[rookie1ja]

Easy Deduction - Back to the Number Puzzles
A teacher thinks of two consecutive numbers between 1 and 10 (1 and 10 included). The first student knows one number and the second student knows the second number. The following exchange takes place:
First: I do not know your number.
Second: Neither do I know your number.
First: Now I know.
What are the 4 solutions of this easy number puzzle?

Spoiler for Solution:

Easy Savoury - solution
None of the students can have numbers 1 or 10, since they would guess the other one’s number with no problems. I will describe solutions at one end of the interval of numbers 1-10 (the same can be done on the other end).
Information that the second student does not know must be important for the first student. So the first one must expect that the second one has 1 or 3 (if the first one has 2). And as the second student does not know, then he has certainly not 1. So the first pair is 2 and 3.
If the first one had 3, then he would expect the other one to have either 2 or 4. But if the second one had 2 (and the second one would have known that the first one does not have 1), then he would know the number of the first student. However, neither the second student knows the answer – so he has 4. The second pair of numbers is 3 and 4.
Solutions at the other end of interval are 9 and 8 or 8 and 7.

Spoiler for old wording:

A teacher thinks of two consecutive numbers between 1 and 10 (Edit: 1 and 10 included). The first student knows one number and the second student knows the second number. The conversation of the students is as follows:
First: I do not know your number.
Second: Neither do I know your number.
First: Now I know.
Will you find all 4 solutions?

[Red Hat]

What happened if the student A has the number five? Student B can have either the number 4 or 6, in which case he could guess that the other student has 3, 5, or 7.

[mrbojangles]

Honestly, when I tried doing this one, I never included 1 or 10 in the first place since the original problem says BETWEEN 1 and 10, meaning the numbers in question are 2 through 9. That might seem nit picky but these ARE brainteasers and it'd be nice if this one was clarified a little bit more. Also, I agree with the other person, what happens in the case of a 5? Why has that one been eliminated?

[earl11]

If it was a 5, then the first one would not be able to say "Now I know". Instead, he would have said "I still don't know". Then, the 2nd person would know that the 1st person has either 4,5, or 6. If the 2nd person had a 3, 4, 6 or a 7, he would be able to say "I know now". But if he had a 5, he would still not be sure.

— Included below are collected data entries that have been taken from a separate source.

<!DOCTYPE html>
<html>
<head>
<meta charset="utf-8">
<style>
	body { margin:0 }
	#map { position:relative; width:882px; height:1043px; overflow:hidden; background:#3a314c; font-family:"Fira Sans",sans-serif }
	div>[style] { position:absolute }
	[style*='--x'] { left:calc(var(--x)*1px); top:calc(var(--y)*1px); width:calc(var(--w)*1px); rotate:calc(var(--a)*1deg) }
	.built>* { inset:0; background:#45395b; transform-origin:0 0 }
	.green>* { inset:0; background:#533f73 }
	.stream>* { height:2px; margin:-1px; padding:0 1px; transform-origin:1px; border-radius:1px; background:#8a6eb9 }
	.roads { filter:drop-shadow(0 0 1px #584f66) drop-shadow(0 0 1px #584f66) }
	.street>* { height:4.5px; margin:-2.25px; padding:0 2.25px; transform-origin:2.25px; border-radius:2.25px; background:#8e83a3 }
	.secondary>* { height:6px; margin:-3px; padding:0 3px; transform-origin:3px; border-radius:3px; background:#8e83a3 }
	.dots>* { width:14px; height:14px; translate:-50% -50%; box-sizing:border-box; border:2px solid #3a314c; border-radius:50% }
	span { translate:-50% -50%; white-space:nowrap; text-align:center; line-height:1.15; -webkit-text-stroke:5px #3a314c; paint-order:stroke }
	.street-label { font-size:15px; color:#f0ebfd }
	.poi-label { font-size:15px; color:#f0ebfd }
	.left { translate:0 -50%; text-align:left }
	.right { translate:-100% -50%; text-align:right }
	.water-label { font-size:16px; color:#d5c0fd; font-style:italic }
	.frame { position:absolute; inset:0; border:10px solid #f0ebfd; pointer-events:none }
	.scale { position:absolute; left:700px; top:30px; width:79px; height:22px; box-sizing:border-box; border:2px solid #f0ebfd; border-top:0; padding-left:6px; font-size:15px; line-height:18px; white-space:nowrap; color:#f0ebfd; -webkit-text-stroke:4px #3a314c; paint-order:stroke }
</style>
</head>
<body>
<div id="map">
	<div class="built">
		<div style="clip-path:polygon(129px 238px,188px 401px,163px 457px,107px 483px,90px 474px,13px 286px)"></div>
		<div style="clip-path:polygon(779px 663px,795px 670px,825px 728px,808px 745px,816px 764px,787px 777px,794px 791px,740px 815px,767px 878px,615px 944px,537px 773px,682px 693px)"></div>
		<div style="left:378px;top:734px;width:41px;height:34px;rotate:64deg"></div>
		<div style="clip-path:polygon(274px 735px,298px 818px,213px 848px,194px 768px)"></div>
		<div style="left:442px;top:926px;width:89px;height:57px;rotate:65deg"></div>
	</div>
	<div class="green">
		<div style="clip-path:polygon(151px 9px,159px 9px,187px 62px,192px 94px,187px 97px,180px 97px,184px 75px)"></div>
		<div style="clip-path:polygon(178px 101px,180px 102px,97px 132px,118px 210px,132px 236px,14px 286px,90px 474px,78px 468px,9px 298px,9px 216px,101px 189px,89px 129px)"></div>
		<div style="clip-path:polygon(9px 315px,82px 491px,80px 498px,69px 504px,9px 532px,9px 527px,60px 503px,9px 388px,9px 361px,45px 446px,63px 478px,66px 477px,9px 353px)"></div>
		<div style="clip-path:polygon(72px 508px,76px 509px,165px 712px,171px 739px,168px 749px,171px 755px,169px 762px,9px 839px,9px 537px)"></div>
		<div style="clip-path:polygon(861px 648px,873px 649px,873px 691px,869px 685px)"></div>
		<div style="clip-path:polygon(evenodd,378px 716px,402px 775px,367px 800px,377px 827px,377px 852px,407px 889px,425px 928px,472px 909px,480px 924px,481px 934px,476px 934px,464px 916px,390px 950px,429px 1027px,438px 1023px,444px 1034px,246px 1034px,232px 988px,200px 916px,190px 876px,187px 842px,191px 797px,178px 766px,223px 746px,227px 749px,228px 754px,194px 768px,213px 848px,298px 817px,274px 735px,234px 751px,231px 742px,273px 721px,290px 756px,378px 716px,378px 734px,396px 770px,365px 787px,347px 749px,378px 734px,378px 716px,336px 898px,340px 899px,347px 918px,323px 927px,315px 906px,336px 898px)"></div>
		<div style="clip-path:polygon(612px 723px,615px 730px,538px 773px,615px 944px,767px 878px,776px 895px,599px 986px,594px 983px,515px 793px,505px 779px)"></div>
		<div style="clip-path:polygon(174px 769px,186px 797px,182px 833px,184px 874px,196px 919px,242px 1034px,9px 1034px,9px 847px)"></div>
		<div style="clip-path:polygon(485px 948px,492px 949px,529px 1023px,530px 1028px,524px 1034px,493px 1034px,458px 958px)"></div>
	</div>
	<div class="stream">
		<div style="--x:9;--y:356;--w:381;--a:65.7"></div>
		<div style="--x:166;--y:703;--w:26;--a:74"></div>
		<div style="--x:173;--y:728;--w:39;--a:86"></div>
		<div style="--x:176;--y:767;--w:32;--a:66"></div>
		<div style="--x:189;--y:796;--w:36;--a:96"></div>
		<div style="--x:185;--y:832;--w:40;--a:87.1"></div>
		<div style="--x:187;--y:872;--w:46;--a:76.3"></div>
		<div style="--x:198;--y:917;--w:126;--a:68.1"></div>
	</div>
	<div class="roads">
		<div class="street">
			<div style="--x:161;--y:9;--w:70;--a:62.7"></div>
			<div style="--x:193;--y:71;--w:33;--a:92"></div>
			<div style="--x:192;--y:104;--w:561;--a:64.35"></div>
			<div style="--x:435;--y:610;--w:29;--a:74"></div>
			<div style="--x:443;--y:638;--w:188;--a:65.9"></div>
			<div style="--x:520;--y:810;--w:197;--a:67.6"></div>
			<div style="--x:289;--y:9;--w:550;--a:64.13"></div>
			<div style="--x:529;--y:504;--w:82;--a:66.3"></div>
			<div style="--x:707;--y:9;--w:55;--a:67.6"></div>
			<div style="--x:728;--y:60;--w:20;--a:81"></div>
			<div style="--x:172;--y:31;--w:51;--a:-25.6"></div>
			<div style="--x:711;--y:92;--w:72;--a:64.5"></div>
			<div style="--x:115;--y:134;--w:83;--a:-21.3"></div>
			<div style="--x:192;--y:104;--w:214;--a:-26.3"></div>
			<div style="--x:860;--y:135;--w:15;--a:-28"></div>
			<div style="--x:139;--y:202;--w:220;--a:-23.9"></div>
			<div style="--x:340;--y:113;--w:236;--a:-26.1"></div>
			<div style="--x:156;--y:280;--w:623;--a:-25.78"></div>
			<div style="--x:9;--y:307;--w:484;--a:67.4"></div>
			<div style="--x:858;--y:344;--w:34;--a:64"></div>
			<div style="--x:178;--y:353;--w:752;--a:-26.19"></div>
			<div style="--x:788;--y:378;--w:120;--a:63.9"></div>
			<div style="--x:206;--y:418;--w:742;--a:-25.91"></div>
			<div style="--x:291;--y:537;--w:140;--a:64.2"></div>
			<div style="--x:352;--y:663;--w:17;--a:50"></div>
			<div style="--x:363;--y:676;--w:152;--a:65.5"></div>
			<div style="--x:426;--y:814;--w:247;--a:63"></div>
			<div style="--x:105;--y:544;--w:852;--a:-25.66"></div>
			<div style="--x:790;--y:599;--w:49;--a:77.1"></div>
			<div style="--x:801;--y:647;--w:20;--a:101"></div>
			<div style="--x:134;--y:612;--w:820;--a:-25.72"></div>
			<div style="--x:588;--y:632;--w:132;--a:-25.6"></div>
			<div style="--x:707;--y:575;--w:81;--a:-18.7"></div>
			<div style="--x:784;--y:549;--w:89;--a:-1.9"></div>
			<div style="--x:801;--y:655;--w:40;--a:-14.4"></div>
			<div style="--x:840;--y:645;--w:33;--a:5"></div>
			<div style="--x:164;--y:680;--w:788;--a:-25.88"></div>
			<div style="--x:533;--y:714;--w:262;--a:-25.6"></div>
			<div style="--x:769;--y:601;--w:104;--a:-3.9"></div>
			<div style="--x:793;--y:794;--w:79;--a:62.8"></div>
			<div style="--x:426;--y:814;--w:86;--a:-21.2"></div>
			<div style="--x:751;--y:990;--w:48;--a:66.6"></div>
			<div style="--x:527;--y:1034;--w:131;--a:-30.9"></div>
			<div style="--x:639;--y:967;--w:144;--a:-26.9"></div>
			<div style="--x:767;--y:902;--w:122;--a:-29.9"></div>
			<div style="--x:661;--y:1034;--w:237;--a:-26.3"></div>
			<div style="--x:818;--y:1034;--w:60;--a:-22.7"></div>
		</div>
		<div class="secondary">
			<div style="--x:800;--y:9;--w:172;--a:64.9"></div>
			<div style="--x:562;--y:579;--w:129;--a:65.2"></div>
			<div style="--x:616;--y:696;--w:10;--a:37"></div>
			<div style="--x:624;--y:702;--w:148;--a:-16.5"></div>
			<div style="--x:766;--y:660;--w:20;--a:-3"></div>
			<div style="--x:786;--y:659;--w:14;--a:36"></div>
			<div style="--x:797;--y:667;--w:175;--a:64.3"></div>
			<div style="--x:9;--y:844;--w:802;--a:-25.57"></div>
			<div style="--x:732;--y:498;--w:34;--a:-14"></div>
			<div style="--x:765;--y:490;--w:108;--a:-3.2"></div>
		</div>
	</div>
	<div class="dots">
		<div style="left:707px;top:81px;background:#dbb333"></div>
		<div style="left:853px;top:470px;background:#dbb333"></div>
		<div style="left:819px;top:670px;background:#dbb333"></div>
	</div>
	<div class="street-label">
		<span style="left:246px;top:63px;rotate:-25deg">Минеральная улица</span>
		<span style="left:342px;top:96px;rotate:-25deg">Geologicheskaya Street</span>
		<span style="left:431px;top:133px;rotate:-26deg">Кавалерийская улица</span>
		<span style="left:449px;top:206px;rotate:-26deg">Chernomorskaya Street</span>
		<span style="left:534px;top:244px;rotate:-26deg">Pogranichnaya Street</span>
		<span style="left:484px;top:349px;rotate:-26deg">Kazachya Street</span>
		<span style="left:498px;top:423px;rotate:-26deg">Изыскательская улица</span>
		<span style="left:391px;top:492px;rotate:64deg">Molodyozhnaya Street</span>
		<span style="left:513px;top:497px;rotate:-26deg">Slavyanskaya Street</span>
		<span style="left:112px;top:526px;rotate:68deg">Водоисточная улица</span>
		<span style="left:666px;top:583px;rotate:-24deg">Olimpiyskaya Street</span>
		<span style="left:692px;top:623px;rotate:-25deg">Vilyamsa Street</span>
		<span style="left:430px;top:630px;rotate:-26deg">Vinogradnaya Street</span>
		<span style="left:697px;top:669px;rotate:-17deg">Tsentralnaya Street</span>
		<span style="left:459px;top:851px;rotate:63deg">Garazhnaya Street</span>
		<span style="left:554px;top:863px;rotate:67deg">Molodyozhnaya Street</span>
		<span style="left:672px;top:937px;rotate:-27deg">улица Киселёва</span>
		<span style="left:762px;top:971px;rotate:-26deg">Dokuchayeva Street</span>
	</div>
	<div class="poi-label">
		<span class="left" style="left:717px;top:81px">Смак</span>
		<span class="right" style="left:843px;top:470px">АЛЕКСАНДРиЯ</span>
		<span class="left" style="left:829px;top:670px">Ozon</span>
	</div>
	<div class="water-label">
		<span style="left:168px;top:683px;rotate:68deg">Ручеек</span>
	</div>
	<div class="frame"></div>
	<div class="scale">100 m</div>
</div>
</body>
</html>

And then the 1st person would know that the 2nd person has a 5.

[courtneycater]

I can think of two situations but not four. If A has the number two, he knows B is either one or three. If B is one, B would KNOW A is two. Since B doesn't know, B must be three. The same would go for eight and nine

I'm getting addicted to these puzzles. I totally forgot to watch TV tonight. Anyone know where to find lateral thinking puzzles?
I guess I could look a little harder but I just can't put off watvching TV any longer

[niilynn]

The questions asks "Will you find all 4 solutions?" The answer, then, should be "yes" or "no." There are a lot of riddles on here that ask that sort of question. The question SHOULD state, "what are the 4 solutions?"

[rookie1ja]

Quote

The questions asks "Will you find all 4 solutions?" The answer, then, should be "yes" or "no." There are a lot of riddles on here that ask that sort of question. The question SHOULD state, "what are the 4 solutions?"

right ... so will you find all 4 solutions? yes or no? there are a lot of people writing the same as you, but just a few of them really answer it (and prove it)

[eedray]

isn't this assuming alot?

[BoilingOil]

I think I CAN see four solutions...

I'll call 1st person A, 2nd person B

A = 2, B = 3: A doesn't know at first. If B had 1, he would know. Since he doesn't know, he must have 3. A solves it at second round
A = 9, B = 8: analogous to the above.

A = 3, B = 4: A doesn't know at first. If B had 2, he would see that A could have only 1 or 3, but with 1, A would have known immediately. Therefor, since B doesn't know, he cannot have 2. A solves it at second round...
A = 8, B = 7: analogous to the above.

I'm still in the process of finding out what happens if A and B were reversed... Maybe there are even more than 4 solutions then

BoilingOil

[DechWerks]

I do not understand why 1 and/or 10 are 'easy' to guess. As this is pretty fundamental, I think this is why I missed this one.